▶ **RECORDS SHOWN**
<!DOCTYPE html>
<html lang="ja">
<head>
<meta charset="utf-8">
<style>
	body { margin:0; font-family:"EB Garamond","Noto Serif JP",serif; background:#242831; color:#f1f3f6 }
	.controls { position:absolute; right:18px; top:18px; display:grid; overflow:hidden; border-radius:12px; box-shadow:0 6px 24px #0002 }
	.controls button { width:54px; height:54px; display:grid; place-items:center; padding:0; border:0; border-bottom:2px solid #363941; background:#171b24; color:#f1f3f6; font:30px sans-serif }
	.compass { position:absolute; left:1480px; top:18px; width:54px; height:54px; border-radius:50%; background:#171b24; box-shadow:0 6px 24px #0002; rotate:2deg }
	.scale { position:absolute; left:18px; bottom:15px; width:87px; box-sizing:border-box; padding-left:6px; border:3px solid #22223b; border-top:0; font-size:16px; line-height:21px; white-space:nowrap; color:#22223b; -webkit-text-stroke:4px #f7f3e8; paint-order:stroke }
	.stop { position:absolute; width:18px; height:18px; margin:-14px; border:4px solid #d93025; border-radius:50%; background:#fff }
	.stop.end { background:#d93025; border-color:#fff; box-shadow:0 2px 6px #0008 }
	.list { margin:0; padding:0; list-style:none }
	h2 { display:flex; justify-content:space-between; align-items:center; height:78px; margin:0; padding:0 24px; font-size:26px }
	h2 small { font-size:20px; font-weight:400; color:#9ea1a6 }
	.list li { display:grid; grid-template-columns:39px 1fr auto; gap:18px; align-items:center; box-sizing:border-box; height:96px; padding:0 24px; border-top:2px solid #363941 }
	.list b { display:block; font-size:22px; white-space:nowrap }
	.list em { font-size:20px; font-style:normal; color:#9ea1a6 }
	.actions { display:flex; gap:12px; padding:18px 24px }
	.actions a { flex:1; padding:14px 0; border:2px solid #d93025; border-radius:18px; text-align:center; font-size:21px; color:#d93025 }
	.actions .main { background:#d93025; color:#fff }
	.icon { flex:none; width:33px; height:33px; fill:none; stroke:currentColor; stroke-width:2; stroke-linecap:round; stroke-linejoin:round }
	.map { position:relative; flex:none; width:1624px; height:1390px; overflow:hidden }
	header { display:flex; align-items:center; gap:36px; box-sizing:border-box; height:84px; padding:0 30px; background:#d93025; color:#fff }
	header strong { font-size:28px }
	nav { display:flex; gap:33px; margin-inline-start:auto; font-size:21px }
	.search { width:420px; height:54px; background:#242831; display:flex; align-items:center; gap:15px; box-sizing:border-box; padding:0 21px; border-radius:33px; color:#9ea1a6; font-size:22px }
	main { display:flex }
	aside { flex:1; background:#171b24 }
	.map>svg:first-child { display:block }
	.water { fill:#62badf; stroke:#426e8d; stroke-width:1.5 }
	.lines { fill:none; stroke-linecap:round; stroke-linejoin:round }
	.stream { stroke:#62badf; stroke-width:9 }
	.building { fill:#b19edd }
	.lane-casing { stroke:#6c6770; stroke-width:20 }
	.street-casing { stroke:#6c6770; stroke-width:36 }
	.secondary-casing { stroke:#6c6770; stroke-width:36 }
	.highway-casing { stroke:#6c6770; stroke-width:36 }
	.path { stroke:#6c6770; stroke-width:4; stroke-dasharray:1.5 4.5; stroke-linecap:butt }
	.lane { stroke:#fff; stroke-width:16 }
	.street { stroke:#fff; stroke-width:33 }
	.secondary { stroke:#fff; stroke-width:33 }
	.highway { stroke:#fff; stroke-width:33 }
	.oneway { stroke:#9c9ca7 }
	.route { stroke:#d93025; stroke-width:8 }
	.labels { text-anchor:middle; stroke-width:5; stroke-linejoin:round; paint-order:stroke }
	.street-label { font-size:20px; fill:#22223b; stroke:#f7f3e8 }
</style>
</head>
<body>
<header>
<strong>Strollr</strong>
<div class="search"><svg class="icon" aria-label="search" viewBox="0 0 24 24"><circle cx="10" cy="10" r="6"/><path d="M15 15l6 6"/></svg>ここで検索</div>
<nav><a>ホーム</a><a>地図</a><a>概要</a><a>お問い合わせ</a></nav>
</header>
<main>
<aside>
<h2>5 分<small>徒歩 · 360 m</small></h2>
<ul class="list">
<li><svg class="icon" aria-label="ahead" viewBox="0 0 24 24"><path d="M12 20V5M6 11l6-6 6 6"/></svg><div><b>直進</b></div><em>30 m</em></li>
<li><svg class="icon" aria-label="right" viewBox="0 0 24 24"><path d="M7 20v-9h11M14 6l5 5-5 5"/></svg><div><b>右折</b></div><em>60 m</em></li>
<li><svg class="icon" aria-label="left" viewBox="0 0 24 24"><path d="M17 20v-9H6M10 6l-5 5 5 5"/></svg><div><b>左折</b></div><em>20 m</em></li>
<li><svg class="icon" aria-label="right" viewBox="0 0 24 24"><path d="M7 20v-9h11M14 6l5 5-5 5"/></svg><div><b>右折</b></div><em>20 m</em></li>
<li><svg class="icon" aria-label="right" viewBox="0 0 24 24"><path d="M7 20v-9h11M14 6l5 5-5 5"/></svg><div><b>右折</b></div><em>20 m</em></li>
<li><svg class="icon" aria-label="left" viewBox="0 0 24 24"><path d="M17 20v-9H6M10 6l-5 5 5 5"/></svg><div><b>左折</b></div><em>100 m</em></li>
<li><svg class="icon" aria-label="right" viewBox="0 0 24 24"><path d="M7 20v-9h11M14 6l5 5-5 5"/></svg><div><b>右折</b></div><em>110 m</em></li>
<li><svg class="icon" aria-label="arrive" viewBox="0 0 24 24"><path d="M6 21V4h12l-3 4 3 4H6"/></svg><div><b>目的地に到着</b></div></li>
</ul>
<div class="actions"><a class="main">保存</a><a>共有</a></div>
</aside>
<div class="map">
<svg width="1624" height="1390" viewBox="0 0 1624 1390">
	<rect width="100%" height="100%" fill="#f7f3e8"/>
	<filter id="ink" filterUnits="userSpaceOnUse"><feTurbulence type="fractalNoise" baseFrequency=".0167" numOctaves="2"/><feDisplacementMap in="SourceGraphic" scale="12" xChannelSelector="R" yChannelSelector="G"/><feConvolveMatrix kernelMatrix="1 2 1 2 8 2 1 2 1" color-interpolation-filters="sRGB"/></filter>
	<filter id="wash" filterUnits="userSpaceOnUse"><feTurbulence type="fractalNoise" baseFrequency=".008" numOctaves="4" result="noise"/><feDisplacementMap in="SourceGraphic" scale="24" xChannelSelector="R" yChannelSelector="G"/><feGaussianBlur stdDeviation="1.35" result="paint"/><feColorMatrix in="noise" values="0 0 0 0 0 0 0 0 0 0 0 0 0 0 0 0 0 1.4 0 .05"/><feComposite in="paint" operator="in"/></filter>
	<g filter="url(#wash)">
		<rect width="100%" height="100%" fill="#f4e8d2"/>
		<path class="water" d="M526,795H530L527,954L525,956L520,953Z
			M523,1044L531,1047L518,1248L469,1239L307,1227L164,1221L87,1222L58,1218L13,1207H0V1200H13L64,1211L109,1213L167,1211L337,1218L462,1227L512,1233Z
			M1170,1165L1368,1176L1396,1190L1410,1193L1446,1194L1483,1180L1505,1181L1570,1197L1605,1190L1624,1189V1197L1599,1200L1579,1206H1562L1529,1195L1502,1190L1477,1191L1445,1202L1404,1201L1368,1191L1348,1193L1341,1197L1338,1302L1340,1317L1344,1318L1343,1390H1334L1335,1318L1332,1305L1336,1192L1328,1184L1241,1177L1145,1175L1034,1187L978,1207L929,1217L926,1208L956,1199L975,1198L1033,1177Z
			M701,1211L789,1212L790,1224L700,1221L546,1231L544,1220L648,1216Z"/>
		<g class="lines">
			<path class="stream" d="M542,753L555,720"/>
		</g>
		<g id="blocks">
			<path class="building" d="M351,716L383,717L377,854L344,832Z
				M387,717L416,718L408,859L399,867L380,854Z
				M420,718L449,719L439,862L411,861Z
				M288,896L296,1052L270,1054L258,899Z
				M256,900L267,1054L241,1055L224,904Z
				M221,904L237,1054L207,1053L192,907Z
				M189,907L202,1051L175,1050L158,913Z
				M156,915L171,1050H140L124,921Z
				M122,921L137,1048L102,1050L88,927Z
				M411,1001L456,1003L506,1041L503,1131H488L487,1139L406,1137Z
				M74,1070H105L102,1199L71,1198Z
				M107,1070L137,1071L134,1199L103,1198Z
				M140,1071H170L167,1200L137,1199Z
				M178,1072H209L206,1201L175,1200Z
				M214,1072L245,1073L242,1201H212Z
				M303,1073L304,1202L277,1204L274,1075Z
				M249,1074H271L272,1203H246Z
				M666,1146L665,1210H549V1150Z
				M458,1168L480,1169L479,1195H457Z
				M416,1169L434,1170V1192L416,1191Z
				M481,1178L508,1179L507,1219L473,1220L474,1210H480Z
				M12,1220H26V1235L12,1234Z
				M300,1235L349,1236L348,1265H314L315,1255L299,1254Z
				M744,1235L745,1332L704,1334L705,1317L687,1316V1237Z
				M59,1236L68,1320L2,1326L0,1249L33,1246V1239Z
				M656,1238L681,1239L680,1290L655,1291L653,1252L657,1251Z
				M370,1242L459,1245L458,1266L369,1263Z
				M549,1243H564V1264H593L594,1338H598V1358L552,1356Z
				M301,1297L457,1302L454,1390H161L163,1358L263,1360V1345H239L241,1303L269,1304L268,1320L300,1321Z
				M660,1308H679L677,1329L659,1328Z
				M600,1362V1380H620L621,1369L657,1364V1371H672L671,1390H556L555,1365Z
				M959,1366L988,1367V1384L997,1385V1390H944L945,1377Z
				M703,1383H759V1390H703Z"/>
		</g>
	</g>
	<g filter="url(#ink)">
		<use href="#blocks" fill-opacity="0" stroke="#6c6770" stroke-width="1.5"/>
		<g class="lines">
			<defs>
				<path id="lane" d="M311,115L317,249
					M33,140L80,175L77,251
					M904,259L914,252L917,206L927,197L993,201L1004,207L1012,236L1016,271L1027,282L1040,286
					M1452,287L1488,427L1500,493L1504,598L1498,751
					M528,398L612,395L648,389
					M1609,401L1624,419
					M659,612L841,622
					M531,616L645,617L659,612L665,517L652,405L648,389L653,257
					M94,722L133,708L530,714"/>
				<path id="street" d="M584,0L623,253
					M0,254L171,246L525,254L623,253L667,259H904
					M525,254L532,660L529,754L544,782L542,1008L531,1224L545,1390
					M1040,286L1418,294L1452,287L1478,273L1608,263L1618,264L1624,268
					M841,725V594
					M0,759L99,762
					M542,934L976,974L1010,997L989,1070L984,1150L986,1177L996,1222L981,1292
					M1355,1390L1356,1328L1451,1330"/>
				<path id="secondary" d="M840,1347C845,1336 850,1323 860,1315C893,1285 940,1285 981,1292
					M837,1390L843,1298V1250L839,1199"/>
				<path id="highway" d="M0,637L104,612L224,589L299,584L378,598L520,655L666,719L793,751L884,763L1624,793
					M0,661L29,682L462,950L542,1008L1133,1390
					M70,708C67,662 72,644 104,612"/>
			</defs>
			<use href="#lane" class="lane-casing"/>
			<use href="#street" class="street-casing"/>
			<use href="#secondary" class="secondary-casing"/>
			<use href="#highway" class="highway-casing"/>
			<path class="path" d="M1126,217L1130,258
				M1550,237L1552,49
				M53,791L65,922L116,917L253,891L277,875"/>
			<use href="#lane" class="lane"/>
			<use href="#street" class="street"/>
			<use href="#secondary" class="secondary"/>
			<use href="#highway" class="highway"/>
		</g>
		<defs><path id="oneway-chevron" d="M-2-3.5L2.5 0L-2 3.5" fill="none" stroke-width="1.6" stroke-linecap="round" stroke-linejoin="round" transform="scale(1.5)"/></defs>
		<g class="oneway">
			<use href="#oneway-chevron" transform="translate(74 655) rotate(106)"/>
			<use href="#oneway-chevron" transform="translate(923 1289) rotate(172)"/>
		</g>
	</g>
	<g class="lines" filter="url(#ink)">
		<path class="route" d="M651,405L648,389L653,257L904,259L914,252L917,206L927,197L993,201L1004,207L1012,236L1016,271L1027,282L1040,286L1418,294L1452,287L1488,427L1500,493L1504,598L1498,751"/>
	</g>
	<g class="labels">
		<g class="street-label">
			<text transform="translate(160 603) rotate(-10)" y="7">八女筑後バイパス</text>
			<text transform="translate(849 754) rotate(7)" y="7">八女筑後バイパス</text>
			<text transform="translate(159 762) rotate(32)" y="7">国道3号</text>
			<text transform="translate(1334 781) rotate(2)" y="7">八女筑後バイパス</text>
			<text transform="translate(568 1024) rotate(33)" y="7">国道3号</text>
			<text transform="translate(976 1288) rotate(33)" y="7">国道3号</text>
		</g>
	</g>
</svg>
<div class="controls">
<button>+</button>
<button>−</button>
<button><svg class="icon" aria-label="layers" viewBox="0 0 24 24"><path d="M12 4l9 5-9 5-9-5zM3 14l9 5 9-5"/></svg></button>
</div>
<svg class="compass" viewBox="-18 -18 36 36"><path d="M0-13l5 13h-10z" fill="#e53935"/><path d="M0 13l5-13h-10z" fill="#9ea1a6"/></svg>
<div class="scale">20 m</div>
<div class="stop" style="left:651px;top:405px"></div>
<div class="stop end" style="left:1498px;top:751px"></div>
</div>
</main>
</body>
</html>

▶ **DIRECTIONS FOR THIS TASK**
Going through the records above line by line, tally those with the word "controls" and answer with the number only.

▶ **EXERCISE SOLUTION**
3